Created for PodGunner Command at Digital Iris LLC
Sampled from Development Documents
The planet is very desolate at first glance. Much is either wasteland, desert, or rock. Even along the planet's oceans most of the land is either high cliffs with now beach, or clay choked soil that can only grow scrub brush. Only in the cultivated territory of the Yavnam will there be more than a trace of water and green foliage. The sky is a pale green, with a dark green haze that hangs in the air like a fog, getting thicker during the dry season and thinning during the planet’s rainy season. This haze is caused by the various airborne algae that live in the atmosphere. These algae grow on the rocks and sand during the rainy season and, once the dry season starts, dry up and are blown into the air along with their spores. The algae then enter a hibernation cycle, using nutrients from the dirt in the air and the sunlight to stay alive until the next rainy season brings it and it's spores back to the ground. Due to the arid nature of the planet, the poor soil and the treacherous terrain, every resource is precious.
The Yavnam are native to Horus and the planet’s only sentient species. Omnivorous predators with large chests and arms with thick, shovel-like claws that drip acid, they cut an intimidating picture to outsiders. Despite those appearances, they are a quiet people, preferring to hunt and grow food for their families and dig out new homes under the surface of their planet. They have developed their planet’s meager resources into a civilization connected together by the ties of trade and religion. Crystalline gems or minerals as currency, along with a barter system if they lack currency. Each location sells different items, depending on what they have a surplus of, with most selling animal-based products, weapons, clothes, or tools of various materials. Metal items, plants, fertile soil, and water are especially valuable in less developed locations. There are large cities, harbors, and farms in more prosperous areas, but this article is focused on one small village near a particularly strategic point.
This village is located around a river that flows through a canyon. Most of the Yavnam of this village live in the walls of the canyon.
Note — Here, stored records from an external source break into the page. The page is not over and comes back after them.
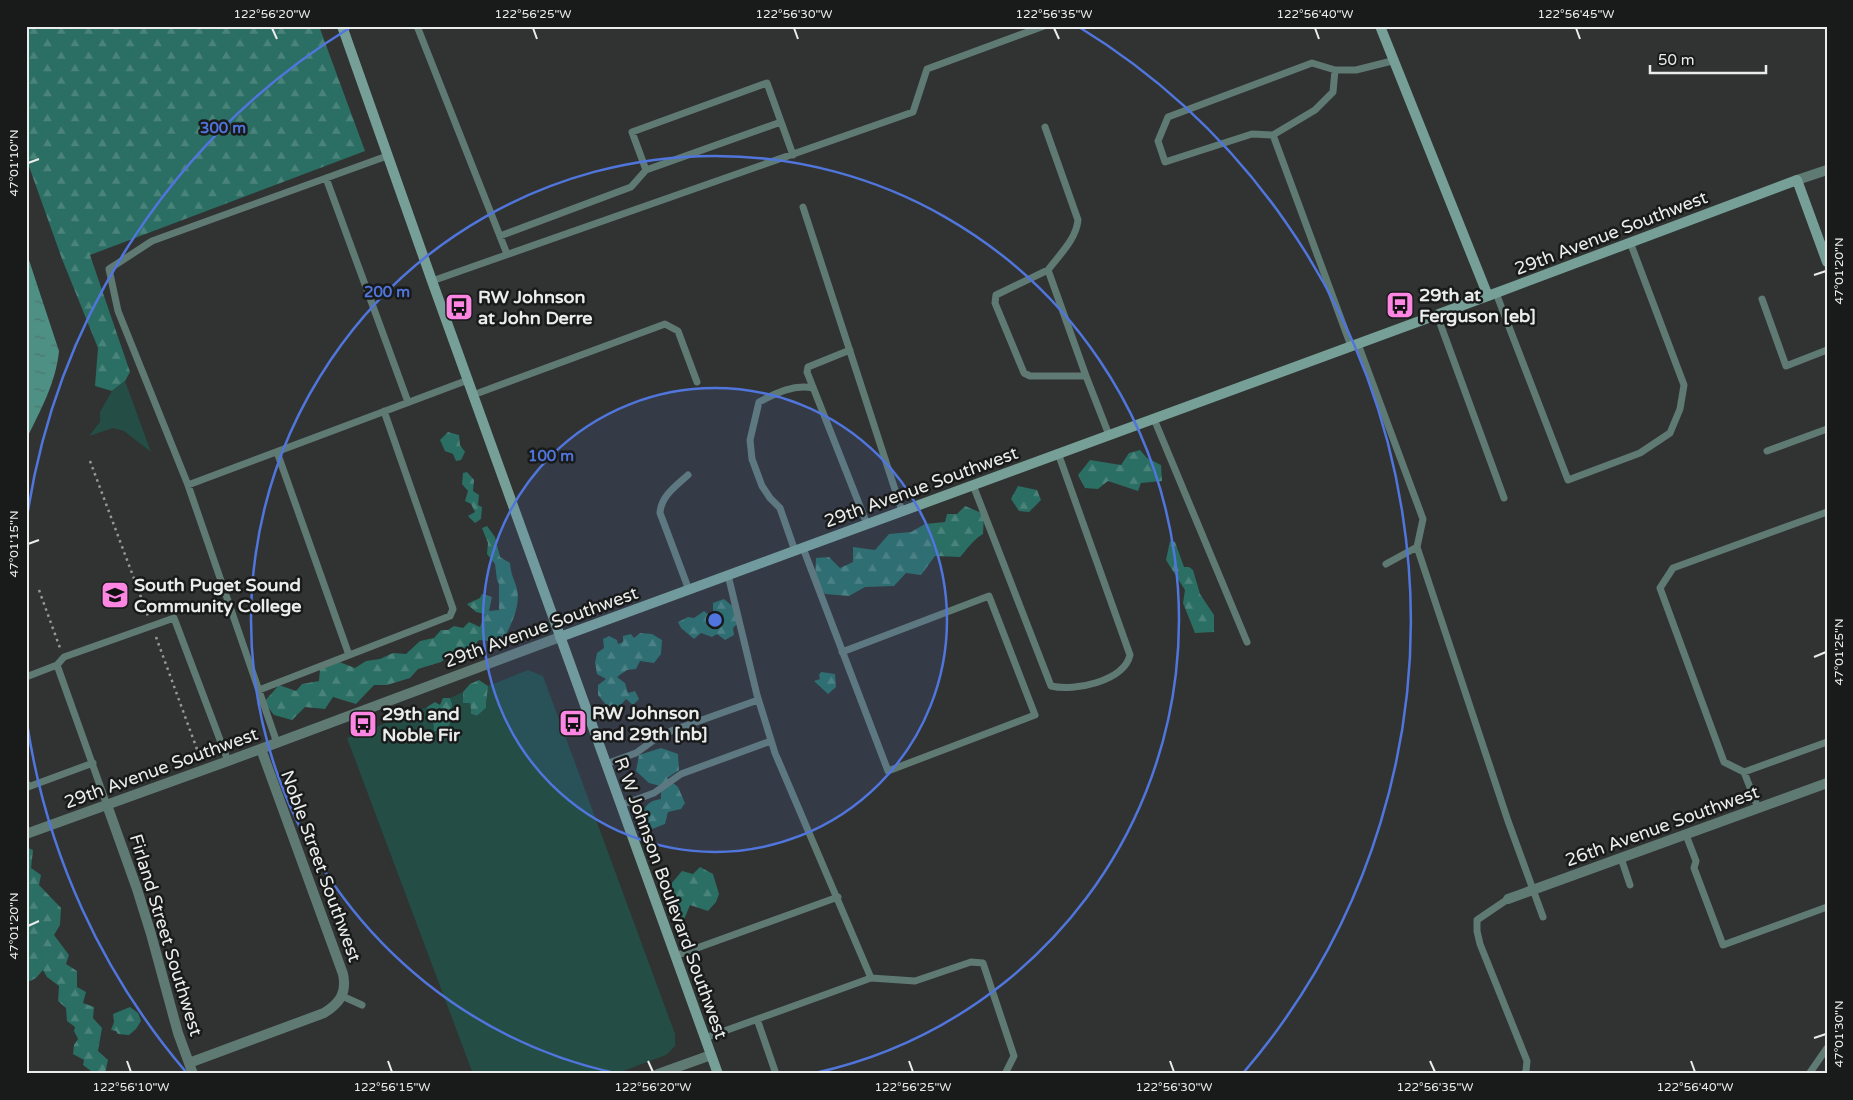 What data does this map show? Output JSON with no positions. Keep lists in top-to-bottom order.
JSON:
{
  "streets": {
    "street": [
      "29th Avenue Southwest",
      "26th Avenue Southwest",
      "Noble Street Southwest",
      "R W Johnson Boulevard Southwest",
      "Firland Street Southwest"
    ]
  },
  "crossings": [
    ["29th Avenue Southwest", "Noble Street Southwest"],
    ["29th Avenue Southwest", "R W Johnson Boulevard Southwest"],
    ["29th Avenue Southwest", "Firland Street Southwest"]
  ],
  "places": {
    "bus stop": [
      "29th at Ferguson [eb]",
      "RW Johnson at John Derre",
      "RW Johnson and 29th [nb]",
      "29th and Noble Fir"
    ],
    "school or university": ["South Puget Sound Community College"]
  },
  "scale_bar": "50 m",
  "coordinates": [
    "122°56'20\"W",
    "122°56'25\"W",
    "122°56'30\"W",
    "122°56'35\"W",
    "122°56'40\"W",
    "122°56'45\"W",
    "47°01'10\"N",
    "47°01'20\"N",
    "47°01'15\"N",
    "47°01'25\"N",
    "47°01'30\"N",
    "122°56'10\"W",
    "122°56'15\"W"
  ],
  "rings": ["300 m", "200 m", "100 m"]
} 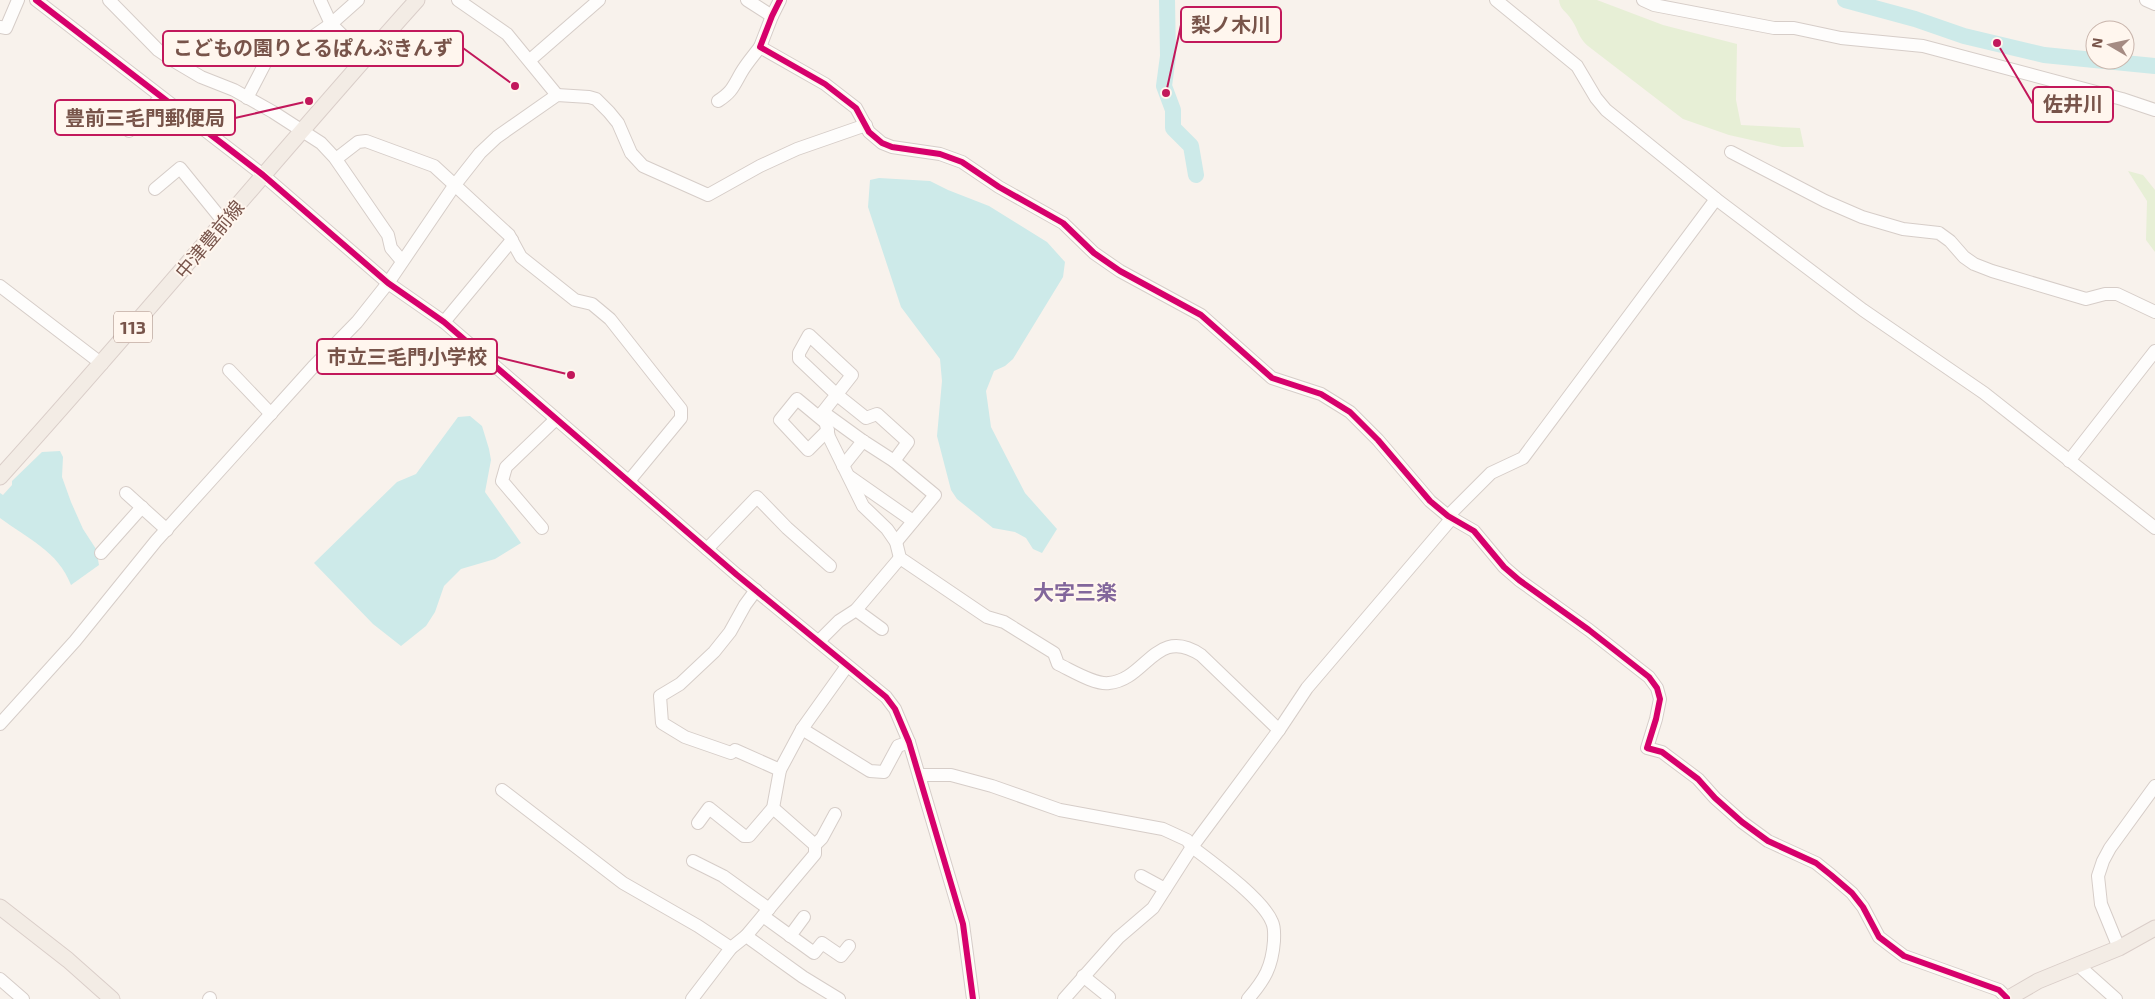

Seen from the outside, canyon walls are riddled with holes, ranging from small windows for airflow to larger doorways. Large wide holes at the foot of the canyon would lead into the tunnel pens. These large holes will be surrounded by animal tracks and blocked by a large fitted rock prepared for this purpose. The small window holes might be covered with cloth shades or left open. In contrast, the entrance holes would have small melted claw holds or joins for ladders, which will have been pulled up, and would be blocked with fitted stone entrances.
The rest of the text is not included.